DIRECTIONS FOR THIS TASK:
The answer should consist of each line from the data below that includes "nowrap".

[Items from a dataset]
============================================================

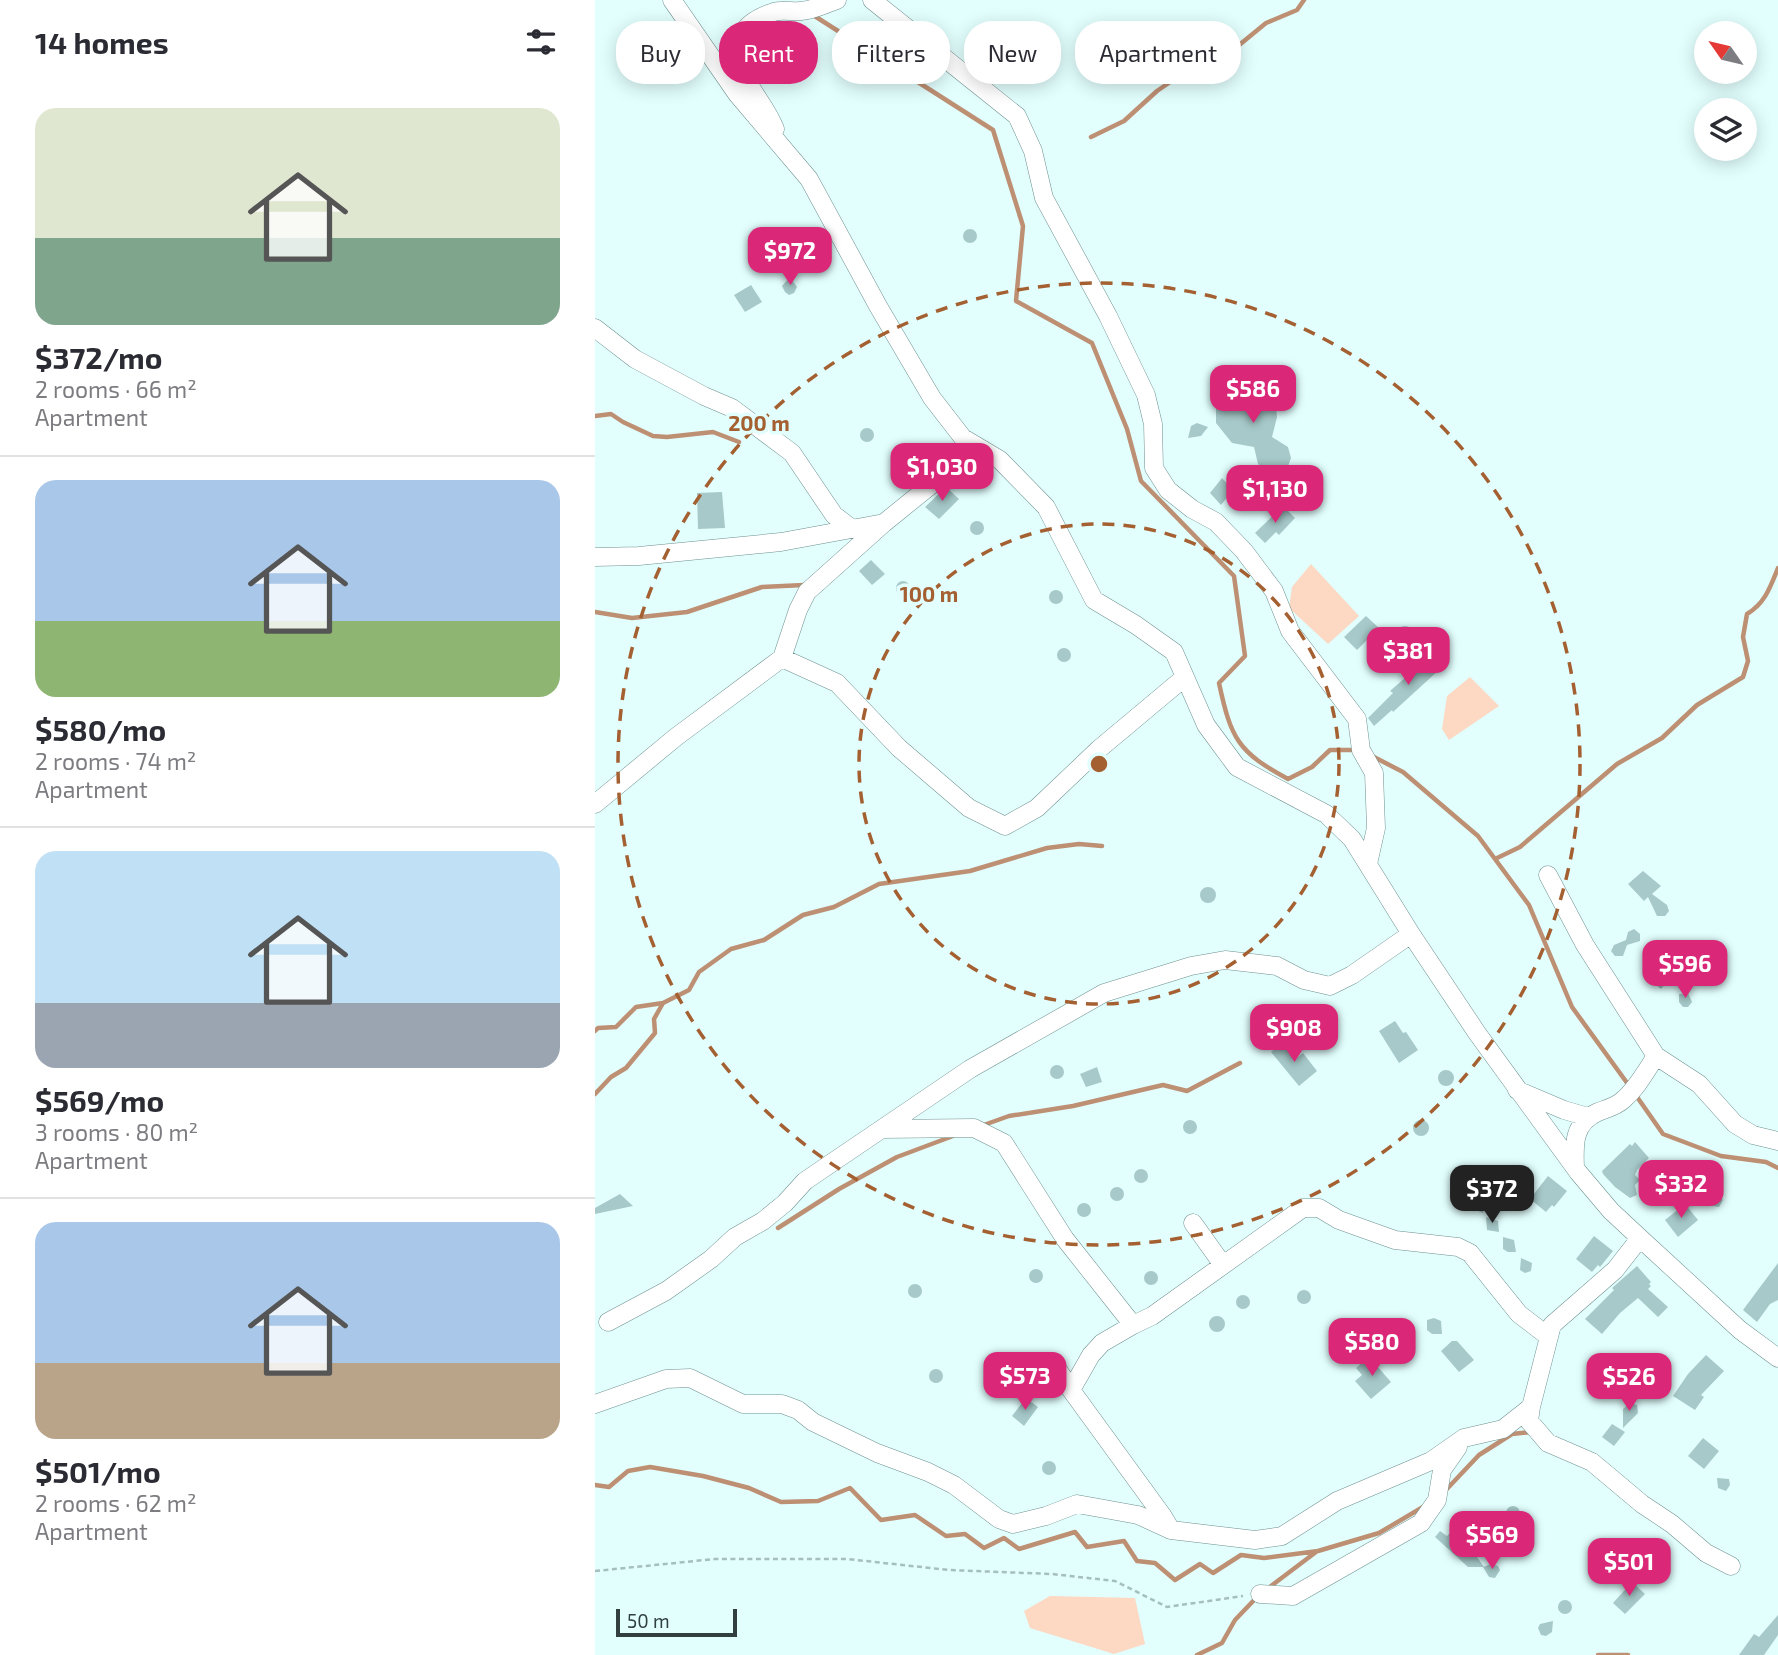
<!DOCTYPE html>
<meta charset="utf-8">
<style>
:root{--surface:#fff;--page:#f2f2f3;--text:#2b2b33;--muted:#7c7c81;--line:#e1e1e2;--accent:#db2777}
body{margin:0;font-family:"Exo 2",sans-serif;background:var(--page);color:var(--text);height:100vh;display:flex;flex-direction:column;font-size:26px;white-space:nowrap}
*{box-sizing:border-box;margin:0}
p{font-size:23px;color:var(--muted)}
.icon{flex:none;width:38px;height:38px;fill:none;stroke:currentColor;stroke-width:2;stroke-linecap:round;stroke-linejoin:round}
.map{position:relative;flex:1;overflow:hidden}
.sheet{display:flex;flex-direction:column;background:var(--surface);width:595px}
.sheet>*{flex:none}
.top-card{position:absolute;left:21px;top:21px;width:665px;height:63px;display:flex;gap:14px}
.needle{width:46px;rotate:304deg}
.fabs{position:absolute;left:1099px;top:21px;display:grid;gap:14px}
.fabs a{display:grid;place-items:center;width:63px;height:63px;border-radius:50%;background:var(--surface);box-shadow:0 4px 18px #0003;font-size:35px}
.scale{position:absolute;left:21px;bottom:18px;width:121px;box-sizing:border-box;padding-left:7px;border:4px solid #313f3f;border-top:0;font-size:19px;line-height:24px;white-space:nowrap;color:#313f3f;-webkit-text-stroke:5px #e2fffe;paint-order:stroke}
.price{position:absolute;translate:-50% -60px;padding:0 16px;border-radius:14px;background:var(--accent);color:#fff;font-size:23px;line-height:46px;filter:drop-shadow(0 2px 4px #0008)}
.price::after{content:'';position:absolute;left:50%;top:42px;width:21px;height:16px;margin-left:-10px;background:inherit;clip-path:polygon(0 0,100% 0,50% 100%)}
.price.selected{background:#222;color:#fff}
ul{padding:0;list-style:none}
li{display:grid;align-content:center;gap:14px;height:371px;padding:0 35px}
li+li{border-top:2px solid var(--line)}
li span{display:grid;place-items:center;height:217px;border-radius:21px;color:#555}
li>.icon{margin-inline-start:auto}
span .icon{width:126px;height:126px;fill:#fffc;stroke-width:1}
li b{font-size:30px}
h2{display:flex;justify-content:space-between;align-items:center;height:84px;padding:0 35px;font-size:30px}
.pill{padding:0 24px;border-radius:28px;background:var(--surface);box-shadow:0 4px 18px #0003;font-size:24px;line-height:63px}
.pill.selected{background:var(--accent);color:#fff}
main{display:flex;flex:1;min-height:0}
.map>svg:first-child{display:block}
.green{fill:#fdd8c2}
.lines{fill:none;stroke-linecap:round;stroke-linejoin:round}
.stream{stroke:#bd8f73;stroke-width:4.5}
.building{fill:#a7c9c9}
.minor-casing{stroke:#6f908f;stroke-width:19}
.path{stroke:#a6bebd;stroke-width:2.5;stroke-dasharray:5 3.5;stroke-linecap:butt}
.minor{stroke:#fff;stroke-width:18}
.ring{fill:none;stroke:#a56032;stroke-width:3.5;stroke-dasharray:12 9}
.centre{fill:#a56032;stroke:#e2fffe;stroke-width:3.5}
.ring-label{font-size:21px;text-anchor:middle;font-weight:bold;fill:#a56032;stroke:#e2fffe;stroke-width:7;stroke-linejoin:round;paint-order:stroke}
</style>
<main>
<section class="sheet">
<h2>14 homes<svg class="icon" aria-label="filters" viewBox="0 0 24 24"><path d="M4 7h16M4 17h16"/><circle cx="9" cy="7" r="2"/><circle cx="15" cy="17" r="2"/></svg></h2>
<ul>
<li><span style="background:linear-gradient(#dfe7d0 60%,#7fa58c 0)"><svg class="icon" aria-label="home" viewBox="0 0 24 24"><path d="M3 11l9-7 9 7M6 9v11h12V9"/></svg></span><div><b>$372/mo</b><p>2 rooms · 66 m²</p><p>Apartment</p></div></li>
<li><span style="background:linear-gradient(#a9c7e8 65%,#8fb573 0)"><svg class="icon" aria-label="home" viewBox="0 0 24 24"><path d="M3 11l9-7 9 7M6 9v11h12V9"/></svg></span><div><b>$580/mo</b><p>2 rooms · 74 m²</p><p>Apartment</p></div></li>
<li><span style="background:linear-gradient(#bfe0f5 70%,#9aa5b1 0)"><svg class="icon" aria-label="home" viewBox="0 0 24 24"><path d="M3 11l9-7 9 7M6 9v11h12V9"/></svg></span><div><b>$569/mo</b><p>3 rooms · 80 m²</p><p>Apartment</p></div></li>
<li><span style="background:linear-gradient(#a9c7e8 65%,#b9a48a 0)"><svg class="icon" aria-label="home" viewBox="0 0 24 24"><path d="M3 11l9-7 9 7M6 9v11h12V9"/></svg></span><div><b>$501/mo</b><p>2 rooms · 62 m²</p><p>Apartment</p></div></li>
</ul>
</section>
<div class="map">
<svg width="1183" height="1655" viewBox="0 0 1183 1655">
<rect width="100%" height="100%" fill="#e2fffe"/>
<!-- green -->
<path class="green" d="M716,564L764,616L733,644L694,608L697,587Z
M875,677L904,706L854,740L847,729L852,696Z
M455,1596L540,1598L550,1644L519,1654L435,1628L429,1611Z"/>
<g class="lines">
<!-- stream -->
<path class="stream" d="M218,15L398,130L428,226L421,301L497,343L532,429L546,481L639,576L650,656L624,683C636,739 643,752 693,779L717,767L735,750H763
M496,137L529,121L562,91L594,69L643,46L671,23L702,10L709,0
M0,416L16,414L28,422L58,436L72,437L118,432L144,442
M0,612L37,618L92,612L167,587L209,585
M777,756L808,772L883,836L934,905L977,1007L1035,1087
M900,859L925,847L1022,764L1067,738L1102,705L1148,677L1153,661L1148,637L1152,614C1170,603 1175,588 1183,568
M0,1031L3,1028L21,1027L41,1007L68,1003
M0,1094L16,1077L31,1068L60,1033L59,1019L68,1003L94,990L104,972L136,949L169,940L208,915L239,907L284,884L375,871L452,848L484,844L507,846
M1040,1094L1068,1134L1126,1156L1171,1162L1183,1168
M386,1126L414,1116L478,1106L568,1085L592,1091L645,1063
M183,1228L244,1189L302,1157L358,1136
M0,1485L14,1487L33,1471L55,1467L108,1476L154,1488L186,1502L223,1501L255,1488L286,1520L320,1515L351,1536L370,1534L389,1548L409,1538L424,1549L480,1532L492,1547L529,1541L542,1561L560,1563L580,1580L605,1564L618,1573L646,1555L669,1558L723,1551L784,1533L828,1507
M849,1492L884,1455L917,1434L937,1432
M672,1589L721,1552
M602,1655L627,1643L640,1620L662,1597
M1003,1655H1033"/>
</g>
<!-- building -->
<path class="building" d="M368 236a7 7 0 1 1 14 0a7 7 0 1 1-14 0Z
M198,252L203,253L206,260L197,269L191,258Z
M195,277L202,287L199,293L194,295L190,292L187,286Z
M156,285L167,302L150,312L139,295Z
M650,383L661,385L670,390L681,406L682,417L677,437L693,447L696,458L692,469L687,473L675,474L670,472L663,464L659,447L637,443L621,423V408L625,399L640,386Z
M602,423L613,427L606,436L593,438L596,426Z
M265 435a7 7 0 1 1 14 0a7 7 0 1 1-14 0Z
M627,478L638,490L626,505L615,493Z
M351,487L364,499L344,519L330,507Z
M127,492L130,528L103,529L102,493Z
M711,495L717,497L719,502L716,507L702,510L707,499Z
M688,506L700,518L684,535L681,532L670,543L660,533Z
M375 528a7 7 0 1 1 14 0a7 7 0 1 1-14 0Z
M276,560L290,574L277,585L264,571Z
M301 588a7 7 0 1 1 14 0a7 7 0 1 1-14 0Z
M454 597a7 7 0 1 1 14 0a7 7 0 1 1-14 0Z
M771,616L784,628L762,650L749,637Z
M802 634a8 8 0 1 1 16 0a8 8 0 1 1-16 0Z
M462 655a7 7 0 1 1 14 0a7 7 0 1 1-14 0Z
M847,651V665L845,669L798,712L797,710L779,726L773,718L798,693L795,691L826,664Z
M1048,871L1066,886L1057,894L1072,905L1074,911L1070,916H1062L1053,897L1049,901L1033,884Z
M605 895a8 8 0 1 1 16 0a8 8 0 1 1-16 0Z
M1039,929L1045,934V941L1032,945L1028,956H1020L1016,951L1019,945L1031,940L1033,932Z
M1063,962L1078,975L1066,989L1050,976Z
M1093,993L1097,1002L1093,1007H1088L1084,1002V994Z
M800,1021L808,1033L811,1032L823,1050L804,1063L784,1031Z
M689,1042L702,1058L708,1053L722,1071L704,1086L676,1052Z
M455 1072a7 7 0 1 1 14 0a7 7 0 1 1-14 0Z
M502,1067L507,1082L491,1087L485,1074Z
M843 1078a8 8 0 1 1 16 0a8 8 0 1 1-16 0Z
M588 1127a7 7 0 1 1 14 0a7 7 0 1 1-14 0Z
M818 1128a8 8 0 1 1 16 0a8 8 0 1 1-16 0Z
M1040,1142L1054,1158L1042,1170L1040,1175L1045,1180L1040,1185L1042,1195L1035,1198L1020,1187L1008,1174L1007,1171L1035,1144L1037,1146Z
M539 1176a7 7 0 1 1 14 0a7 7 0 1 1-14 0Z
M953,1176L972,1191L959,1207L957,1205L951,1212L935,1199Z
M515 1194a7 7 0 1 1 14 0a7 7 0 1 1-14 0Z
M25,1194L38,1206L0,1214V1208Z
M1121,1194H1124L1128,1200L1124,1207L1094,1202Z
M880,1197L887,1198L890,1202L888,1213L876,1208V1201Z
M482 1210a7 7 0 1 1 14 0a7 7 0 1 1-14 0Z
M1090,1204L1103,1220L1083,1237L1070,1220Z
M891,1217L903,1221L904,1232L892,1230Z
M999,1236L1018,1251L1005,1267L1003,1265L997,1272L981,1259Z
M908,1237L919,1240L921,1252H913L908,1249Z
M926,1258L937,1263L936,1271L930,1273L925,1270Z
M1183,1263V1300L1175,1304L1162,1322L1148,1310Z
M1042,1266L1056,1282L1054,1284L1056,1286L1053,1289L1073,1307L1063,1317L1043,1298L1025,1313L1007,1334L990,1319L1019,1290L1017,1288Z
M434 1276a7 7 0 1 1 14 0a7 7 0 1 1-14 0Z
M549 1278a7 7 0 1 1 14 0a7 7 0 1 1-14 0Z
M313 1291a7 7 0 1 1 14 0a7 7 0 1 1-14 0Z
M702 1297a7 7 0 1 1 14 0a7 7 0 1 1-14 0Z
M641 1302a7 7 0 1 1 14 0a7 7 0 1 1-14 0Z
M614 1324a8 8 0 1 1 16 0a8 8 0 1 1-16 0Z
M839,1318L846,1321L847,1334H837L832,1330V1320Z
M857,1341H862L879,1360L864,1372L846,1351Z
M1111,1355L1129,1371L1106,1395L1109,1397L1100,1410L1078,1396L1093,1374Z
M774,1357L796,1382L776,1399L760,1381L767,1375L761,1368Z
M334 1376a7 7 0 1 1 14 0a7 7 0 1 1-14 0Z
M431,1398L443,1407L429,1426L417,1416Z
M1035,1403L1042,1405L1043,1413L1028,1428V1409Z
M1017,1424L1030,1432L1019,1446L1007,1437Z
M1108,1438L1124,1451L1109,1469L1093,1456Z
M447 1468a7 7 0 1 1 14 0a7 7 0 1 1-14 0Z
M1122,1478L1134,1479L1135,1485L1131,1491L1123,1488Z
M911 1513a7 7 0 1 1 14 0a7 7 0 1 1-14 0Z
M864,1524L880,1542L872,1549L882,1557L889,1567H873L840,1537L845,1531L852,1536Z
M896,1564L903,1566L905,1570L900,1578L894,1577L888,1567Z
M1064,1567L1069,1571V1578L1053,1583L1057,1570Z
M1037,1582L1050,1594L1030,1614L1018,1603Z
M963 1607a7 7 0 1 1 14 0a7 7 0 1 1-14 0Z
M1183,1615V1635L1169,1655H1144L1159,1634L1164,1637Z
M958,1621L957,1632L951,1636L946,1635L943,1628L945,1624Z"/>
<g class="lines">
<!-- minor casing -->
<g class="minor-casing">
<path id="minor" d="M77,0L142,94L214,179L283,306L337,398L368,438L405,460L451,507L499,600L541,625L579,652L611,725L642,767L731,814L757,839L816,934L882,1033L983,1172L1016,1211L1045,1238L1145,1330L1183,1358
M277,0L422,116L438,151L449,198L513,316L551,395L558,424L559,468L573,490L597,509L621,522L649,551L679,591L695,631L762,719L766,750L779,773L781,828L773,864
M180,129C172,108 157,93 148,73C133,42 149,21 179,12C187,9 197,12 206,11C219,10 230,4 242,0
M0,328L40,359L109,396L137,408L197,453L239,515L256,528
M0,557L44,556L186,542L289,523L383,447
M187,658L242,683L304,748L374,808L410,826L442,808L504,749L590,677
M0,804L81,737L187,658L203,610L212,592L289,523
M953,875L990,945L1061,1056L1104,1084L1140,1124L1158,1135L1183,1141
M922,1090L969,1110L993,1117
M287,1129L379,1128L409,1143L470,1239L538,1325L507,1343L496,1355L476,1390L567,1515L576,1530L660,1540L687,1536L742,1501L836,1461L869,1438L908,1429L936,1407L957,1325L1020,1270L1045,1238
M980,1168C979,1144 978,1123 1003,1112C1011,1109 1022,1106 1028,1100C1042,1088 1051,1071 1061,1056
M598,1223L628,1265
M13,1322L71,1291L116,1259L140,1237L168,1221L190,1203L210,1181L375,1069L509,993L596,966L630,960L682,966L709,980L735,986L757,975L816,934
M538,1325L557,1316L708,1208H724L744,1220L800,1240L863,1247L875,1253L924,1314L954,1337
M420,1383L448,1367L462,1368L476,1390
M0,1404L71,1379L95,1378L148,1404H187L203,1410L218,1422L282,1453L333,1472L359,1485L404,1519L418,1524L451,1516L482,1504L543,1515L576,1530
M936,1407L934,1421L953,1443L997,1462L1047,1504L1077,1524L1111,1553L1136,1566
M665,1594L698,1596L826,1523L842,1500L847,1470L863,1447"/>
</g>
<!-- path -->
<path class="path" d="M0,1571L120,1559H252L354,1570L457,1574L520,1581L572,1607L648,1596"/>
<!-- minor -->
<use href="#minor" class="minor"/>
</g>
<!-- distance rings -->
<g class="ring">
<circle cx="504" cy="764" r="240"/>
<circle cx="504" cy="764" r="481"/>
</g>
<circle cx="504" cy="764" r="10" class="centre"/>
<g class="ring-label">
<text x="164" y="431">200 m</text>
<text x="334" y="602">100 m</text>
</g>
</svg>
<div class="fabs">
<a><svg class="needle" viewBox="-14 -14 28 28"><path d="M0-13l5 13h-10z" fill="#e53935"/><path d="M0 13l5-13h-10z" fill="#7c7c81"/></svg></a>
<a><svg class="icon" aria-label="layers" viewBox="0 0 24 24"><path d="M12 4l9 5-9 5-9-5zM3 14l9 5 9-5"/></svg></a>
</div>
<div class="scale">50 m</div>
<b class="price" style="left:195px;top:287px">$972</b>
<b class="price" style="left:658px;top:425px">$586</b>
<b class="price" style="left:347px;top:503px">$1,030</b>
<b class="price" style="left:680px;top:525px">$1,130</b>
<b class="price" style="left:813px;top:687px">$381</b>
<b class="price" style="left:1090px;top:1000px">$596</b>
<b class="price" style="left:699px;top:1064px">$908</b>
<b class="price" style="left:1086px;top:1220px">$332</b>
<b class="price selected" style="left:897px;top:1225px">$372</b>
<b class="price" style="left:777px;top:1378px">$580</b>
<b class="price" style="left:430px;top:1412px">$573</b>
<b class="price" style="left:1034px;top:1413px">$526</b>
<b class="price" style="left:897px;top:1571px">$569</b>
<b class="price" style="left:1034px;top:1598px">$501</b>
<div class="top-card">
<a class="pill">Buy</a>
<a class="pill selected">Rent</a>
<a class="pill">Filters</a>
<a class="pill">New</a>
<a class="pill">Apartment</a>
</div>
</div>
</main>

============================================================

ANSWER FOR THIS EXERCISE:
body{margin:0;font-family:"Exo 2",sans-serif;background:var(--page);color:var(--text);height:100vh;display:flex;flex-direction:column;font-size:26px;white-space:nowrap}
.scale{position:absolute;left:21px;bottom:18px;width:121px;box-sizing:border-box;padding-left:7px;border:4px solid #313f3f;border-top:0;font-size:19px;line-height:24px;white-space:nowrap;color:#313f3f;-webkit-text-stroke:5px #e2fffe;paint-order:stroke}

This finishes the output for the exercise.